Second, like their fellow white-shoe NeverTrumpers, the bulk of their criticism is aimed at his personality and style. Even Jeff Flake admits as much, saying “he is a strong supporter of most of Trump’s policies and personnel decisions. He voted for his judicial nominees, his regulatory rollbacks and the GOP health-care plan.” So what action has Trump taken that justifies a book-long denunciation of Trump, pompously called Conscience of a Conservative, and a vitriolic public break with his own party’s President? We saw this same disconnect during the election, when the NeverTrump legions went on and on about Trump’s insults, tweets, and bluster to a degree of intensity they never showed about Hillary’s long record of corruption, lies, and self-serving actions that put this country’s security at risk. Barack Obama has done more damage to this country both domestically and abroad than any other modern president, yet I don’t recall such stratospheric dudgeon like what the NeverTrumpers unleashed on Trump.

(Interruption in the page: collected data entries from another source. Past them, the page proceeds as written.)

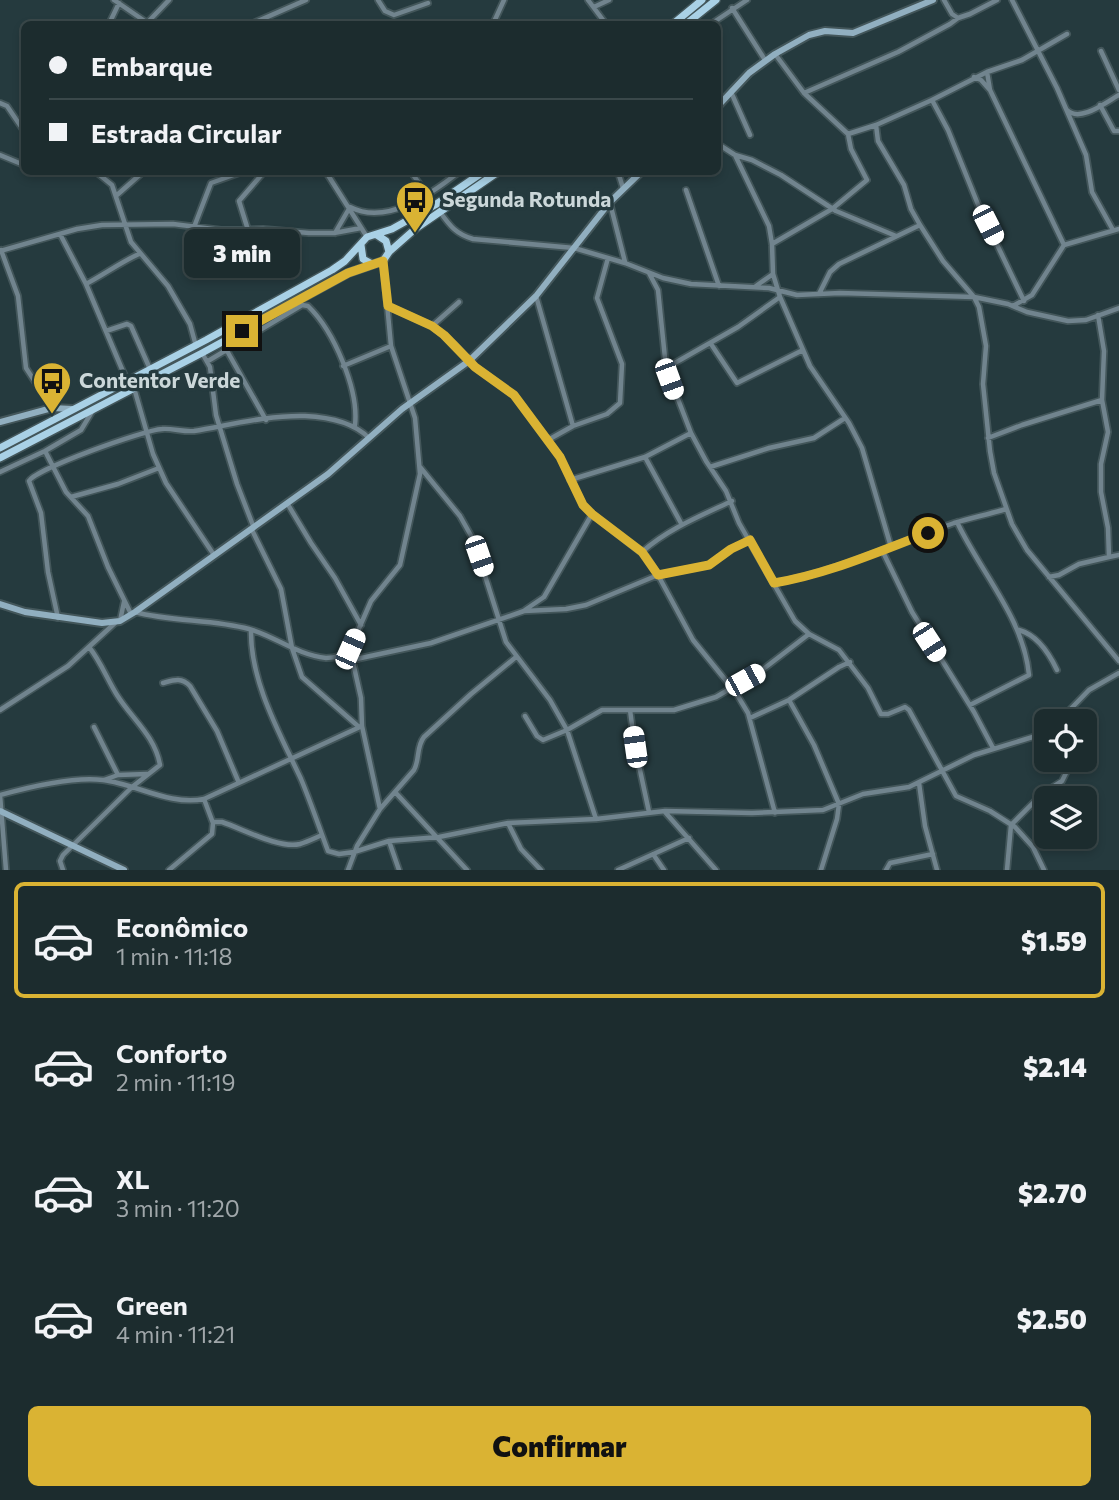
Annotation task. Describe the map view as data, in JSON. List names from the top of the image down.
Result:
{
  "places": {
    "bus stop": ["Segunda Rotunda", "Contentor Verde"]
  },
  "page": {
    "banner": ["Embarque", "Estrada Circular"],
    "bubble": "3 min",
    "list": [
      {
        "name": "Econômico",
        "note": "1 min · 11:18",
        "value": "$1.59"
      },
      {
        "name": "Conforto",
        "note": "2 min · 11:19",
        "value": "$2.14"
      },
      {
        "name": "XL",
        "note": "3 min · 11:20",
        "value": "$2.70"
      },
      {
        "name": "Green",
        "note": "4 min · 11:21",
        "value": "$2.50"
      }
    ],
    "buttons": "Confirmar"
  }
}
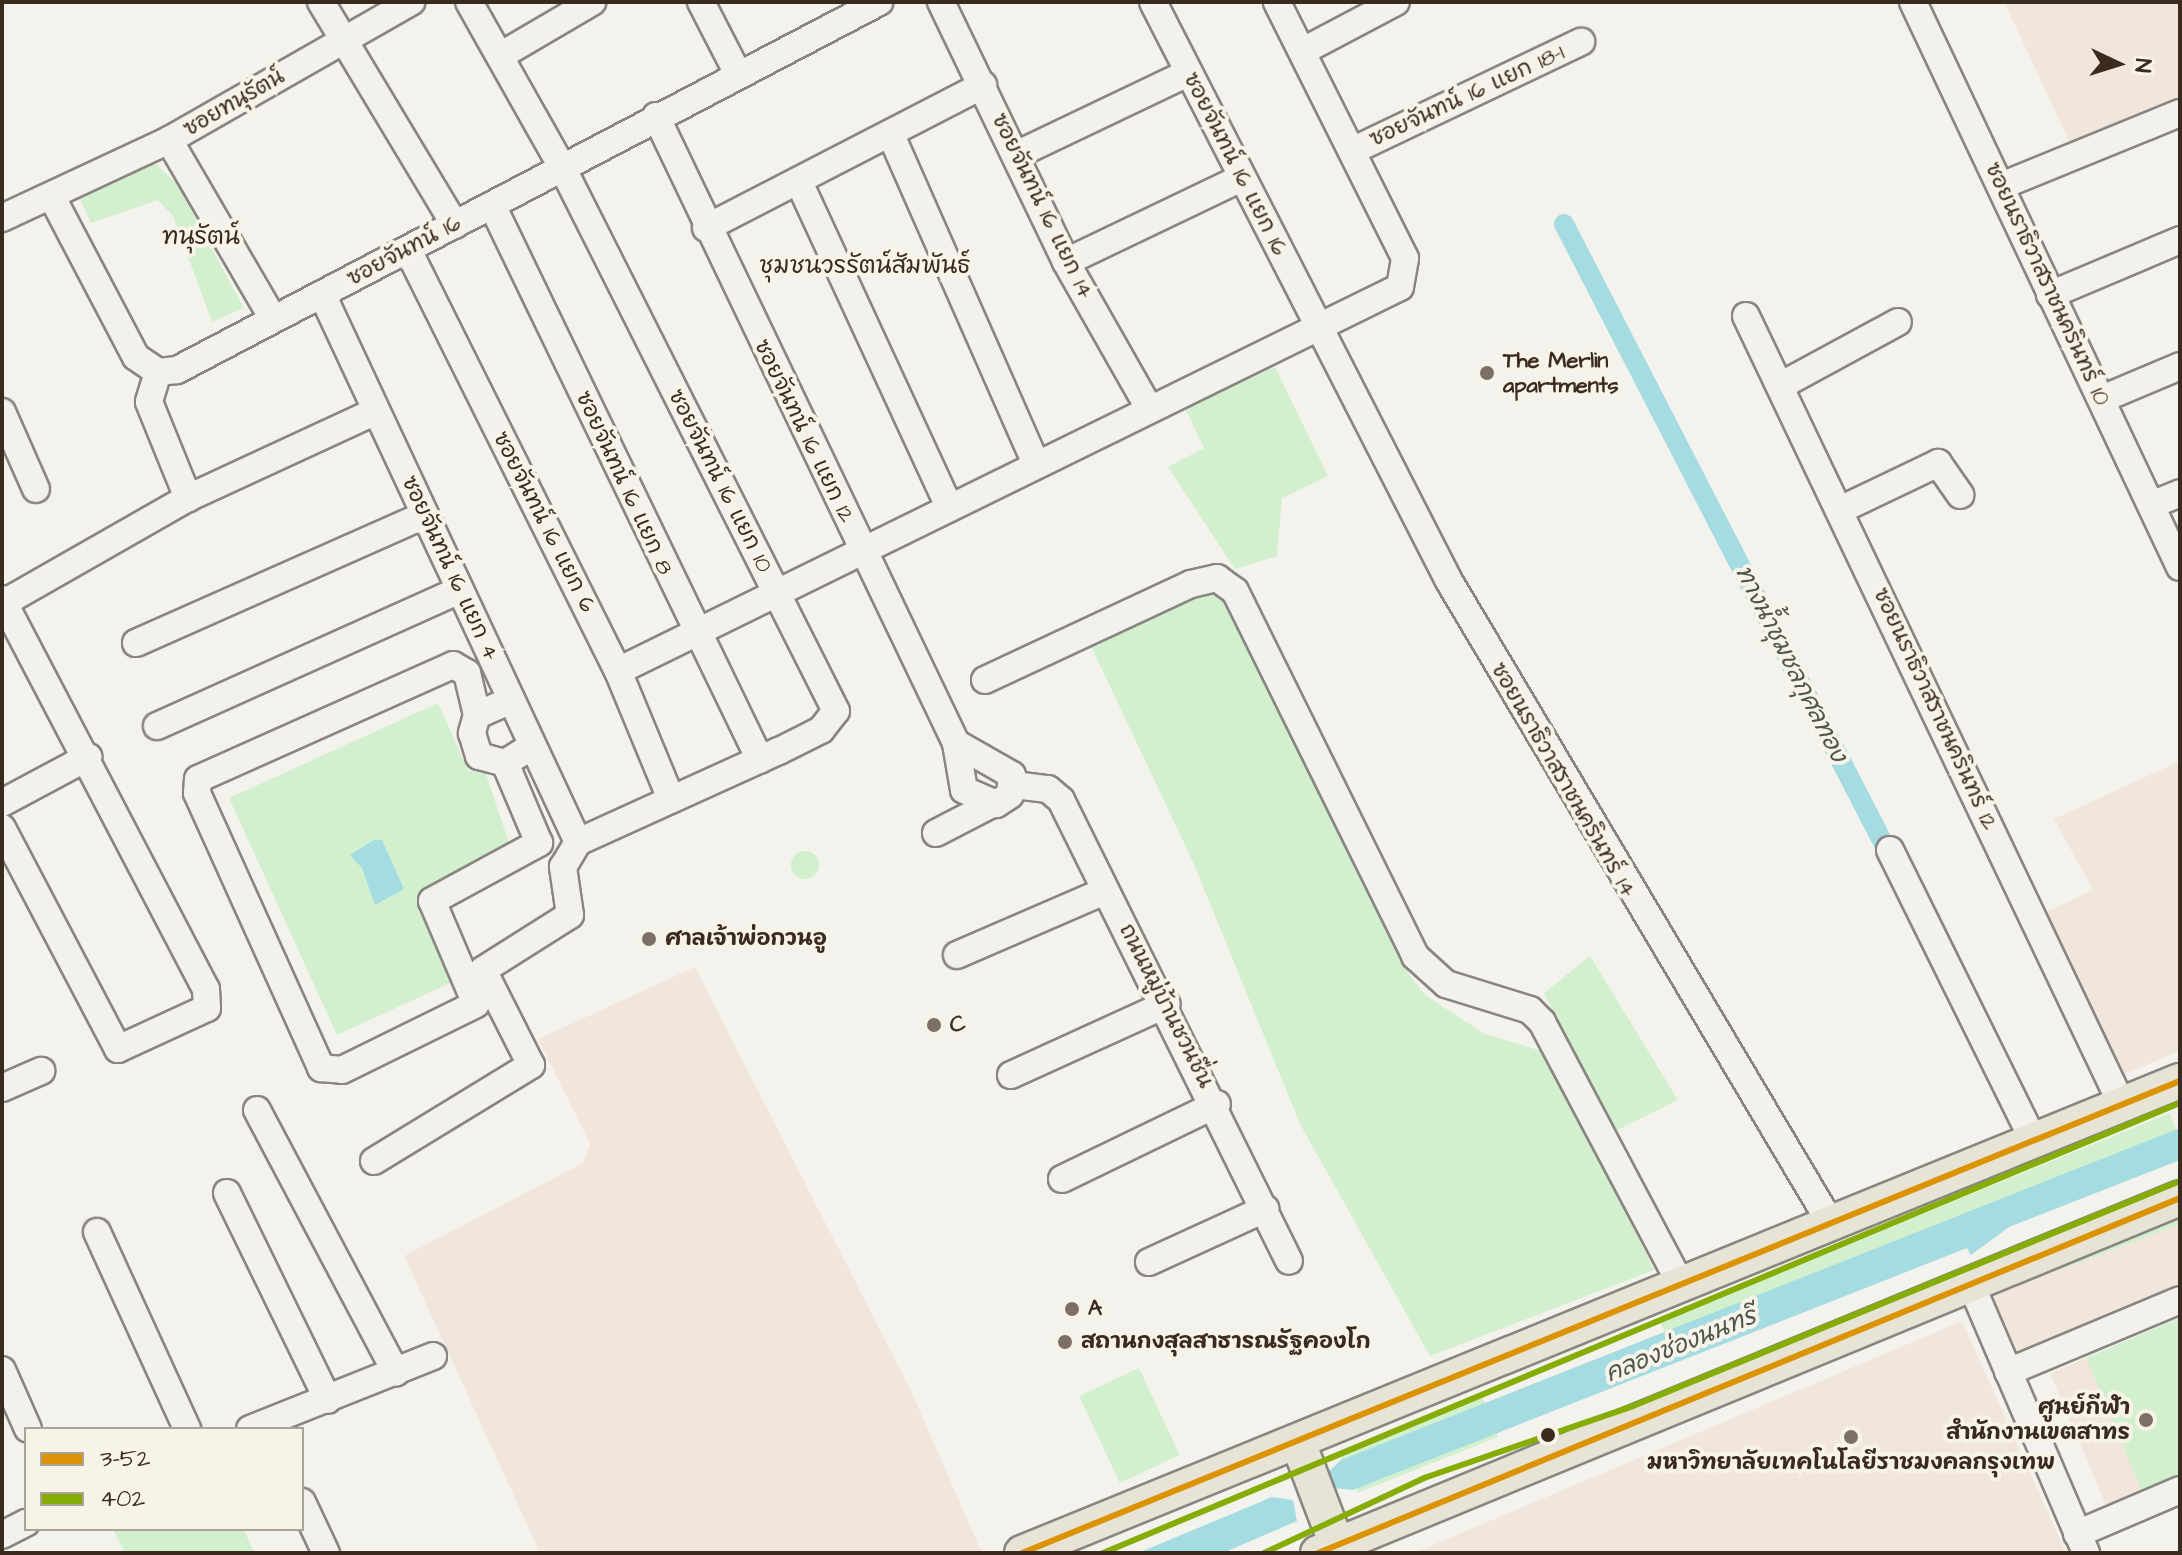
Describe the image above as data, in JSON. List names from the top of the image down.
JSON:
{
  "streets": {
    "street": [
      "ซอยจันทน์ 16 แยก 18-1",
      "ซอยทนุรัตน์",
      "ซอยจันทน์ 16 แยก 16",
      "ซอยจันทน์ 16 แยก 14",
      "ซอยจันทน์ 16",
      "ซอยนราธิวาสราชนครินทร์ 10",
      "ซอยจันทน์ 16 แยก 12",
      "ซอยจันทน์ 16 แยก 10",
      "ซอยจันทน์ 16 แยก 8",
      "ซอยจันทน์ 16 แยก 6",
      "ซอยจันทน์ 16 แยก 4",
      "ซอยนราธิวาสราชนครินทร์ 12",
      "ซอยนราธิวาสราชนครินทร์ 14",
      "ถนนหมู่บ้านชวนชื่น"
    ]
  },
  "crossings": [
    ["ซอยจันทน์ 16 แยก 16", "ซอยนราธิวาสราชนครินทร์ 14"],
    ["ซอยจันทน์ 16", "ซอยจันทน์ 16 แยก 12"],
    ["ซอยจันทน์ 16", "ซอยจันทน์ 16 แยก 10"],
    ["ซอยจันทน์ 16", "ซอยจันทน์ 16 แยก 8"],
    ["ซอยจันทน์ 16", "ซอยจันทน์ 16 แยก 6"],
    ["ซอยจันทน์ 16", "ซอยจันทน์ 16 แยก 4"],
    ["ซอยจันทน์ 16 แยก 10", "ซอยจันทน์ 16 แยก 8"]
  ],
  "districts": ["ทนุรัตน์", "ชุมชนวรรัตน์สัมพันธ์"],
  "water": ["ทางน้ำชุมชลกุศลทอง", "คลองช่องนนทรี"],
  "places": [
    "The Merlin apartments",
    "ศาลเจ้าพ่อกวนอู",
    "C",
    "A",
    "สถานกงสุลสาธารณรัฐคองโก",
    "ศูนย์กีฬา สำนักงานเขตสาทร",
    "มหาวิทยาลัยเทคโนโลยีราชมงคลกรุงเทพ"
  ],
  "lines": ["transit line 3-52", "transit line 402"],
  "legend": ["3-52", "402"],
  "north": "right"
}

Finally, even if everything the Trump-haters say is true, so far he’s been a vast improvement over what we would have suffered under Hillary Clinton. As the success of the geriatric socialist Bernie Sanders, and the terminal hysteria of the Democrat base suggest, Hillary would not have reprised her husband’s brilliant triangulation even if she wanted to. The eight years of Obama’s assault on the Constitutional order would have continued–– the economy still limping along loaded with regulatory and tax burdens; the deep-state leviathan still concentrating power and eroding our rights; our enemies, rivals, and allies still taking our geopolitical lunch money; and the debasement of our culture into an illiberal identity-politics swamp still worsening.

For all their talk of “character,” the NeverTrumpers don’t get that, as Aristotle pointed out, virtue is manifested by action, not talk. What people do is a greater marker of character than what they say or how they say it. Most important, Republicans need to remember that no matter how often progressives applaud their name, they fundamentally hate and despise them.